(About this exercise) Find each line below where the word "Szilárd" occurs, and copy it.

*** Available data Section Begins ***

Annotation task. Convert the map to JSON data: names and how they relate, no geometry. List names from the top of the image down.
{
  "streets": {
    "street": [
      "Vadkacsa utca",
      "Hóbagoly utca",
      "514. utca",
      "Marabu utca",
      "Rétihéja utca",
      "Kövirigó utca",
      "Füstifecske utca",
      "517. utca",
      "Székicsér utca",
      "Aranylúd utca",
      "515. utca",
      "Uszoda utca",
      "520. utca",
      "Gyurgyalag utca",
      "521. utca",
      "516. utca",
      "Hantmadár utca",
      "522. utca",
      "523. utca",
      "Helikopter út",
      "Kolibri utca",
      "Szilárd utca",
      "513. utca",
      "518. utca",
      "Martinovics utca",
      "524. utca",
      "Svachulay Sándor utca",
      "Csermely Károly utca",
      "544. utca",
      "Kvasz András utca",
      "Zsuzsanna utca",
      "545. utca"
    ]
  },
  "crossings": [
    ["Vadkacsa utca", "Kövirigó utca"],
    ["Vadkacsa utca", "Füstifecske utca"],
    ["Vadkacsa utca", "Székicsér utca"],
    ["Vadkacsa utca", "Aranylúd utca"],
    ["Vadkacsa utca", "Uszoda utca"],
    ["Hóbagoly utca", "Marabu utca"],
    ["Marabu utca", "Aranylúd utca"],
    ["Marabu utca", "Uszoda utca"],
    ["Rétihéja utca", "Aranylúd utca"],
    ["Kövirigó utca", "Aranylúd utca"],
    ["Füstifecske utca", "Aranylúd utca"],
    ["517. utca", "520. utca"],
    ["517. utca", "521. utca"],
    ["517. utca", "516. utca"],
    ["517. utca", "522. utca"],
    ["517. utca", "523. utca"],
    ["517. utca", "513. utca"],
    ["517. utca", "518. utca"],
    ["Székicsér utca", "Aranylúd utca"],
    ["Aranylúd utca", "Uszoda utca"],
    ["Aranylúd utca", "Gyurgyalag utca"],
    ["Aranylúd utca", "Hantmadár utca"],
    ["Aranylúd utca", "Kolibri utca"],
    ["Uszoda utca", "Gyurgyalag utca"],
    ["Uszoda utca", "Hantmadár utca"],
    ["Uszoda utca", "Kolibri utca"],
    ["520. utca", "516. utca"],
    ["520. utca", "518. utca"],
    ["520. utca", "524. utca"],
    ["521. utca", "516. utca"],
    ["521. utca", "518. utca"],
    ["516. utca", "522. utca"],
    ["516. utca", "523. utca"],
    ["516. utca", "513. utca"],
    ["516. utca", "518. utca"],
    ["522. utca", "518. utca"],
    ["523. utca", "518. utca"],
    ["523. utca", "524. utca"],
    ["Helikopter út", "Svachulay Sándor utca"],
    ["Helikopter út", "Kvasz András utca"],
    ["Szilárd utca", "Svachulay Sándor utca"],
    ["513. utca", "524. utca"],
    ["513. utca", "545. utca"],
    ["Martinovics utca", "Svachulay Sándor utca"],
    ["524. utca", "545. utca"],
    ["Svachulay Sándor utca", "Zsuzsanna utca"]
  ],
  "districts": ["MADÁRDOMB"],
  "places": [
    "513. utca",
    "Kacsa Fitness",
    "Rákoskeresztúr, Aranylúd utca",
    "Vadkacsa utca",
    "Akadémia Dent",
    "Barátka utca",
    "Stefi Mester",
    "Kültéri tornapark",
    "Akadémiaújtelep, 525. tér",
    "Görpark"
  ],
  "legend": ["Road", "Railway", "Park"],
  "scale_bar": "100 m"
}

*** Available data Section Ends ***

(Exercise response)
      "Szilárd utca",
    ["Szilárd utca", "Svachulay Sándor utca"],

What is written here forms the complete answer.